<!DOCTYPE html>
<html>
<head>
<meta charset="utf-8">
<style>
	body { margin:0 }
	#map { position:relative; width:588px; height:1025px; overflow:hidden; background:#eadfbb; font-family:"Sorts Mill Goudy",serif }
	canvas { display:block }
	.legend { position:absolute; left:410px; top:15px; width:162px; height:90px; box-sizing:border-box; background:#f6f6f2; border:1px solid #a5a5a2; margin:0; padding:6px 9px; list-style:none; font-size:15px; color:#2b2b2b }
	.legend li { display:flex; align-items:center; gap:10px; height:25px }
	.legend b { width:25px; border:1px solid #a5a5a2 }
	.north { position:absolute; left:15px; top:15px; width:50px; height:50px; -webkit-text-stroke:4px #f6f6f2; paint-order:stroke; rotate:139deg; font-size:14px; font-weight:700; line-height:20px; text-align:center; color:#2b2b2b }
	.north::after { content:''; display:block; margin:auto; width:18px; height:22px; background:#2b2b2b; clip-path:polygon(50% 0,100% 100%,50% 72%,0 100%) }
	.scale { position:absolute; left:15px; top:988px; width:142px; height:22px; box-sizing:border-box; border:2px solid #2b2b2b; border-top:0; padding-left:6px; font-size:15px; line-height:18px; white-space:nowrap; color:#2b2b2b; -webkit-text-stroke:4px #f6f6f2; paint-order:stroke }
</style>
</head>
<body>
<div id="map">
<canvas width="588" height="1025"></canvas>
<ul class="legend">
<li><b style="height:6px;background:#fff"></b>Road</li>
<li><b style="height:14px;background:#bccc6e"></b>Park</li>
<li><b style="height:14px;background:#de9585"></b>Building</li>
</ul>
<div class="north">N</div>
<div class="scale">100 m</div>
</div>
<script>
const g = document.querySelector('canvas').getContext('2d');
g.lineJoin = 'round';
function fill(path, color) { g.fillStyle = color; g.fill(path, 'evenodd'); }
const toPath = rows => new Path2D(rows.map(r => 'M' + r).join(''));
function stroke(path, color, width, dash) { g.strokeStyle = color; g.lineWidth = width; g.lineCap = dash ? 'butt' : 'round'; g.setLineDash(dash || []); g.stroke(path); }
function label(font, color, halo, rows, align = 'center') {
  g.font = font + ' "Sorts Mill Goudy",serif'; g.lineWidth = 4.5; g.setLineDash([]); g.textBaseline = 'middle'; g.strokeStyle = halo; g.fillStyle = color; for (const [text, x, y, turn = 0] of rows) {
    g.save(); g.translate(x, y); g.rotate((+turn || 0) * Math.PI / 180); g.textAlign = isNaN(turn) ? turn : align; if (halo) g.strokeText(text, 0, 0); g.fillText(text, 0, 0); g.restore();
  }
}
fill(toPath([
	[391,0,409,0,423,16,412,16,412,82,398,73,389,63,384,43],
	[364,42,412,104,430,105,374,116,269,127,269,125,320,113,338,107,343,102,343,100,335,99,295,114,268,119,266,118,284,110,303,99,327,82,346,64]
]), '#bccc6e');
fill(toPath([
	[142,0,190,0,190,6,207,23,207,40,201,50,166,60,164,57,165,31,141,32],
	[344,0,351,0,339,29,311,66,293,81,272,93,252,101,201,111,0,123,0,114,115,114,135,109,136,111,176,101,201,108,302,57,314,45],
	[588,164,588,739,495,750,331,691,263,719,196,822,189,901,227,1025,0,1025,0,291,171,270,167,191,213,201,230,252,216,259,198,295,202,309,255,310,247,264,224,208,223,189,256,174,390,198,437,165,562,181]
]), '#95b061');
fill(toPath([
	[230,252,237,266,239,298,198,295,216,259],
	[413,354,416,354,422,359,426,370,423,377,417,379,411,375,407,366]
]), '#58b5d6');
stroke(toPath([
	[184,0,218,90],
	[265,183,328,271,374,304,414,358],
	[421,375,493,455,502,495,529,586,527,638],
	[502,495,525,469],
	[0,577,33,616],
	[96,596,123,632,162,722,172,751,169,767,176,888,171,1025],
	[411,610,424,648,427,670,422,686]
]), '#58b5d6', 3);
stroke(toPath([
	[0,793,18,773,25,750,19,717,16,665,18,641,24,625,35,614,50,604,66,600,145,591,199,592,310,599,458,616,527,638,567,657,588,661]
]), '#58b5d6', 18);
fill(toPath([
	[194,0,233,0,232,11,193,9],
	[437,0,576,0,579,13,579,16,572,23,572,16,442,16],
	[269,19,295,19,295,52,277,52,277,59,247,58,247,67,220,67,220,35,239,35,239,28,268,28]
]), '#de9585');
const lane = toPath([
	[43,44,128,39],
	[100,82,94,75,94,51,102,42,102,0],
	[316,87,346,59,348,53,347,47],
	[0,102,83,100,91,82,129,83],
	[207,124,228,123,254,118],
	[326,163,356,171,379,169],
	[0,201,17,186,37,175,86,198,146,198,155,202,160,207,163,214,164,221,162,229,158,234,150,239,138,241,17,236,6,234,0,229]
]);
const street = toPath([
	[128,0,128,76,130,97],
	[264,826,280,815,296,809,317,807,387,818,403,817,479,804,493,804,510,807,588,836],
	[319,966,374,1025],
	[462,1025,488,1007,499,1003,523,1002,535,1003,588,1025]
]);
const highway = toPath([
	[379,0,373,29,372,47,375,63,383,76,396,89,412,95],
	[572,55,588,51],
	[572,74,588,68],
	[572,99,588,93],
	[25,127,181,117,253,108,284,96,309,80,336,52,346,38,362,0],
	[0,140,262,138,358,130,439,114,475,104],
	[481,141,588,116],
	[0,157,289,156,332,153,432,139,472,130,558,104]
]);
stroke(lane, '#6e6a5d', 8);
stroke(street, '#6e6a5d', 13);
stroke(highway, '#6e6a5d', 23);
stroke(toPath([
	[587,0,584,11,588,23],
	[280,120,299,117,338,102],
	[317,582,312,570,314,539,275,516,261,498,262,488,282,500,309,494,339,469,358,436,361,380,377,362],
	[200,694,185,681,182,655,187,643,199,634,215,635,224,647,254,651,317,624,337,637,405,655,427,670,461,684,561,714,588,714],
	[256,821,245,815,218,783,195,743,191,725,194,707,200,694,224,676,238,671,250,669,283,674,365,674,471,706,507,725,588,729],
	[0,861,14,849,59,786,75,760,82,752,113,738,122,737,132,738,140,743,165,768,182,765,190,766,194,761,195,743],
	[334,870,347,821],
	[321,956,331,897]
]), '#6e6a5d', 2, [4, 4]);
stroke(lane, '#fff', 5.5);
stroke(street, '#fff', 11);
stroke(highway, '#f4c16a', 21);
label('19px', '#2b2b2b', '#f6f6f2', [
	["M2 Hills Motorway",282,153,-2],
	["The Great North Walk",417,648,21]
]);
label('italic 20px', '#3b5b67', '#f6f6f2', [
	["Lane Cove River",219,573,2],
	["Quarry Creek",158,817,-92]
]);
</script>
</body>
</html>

**Instructions to follow:** The answer must consist of every line from the data that contains the word "fillStyle".

**Task output:**
function fill(path, color) { g.fillStyle = color; g.fill(path, 'evenodd'); }
  g.font = font + ' "Sorts Mill Goudy",serif'; g.lineWidth = 4.5; g.setLineDash([]); g.textBaseline = 'middle'; g.strokeStyle = halo; g.fillStyle = color; for (const [text, x, y, turn = 0] of rows) {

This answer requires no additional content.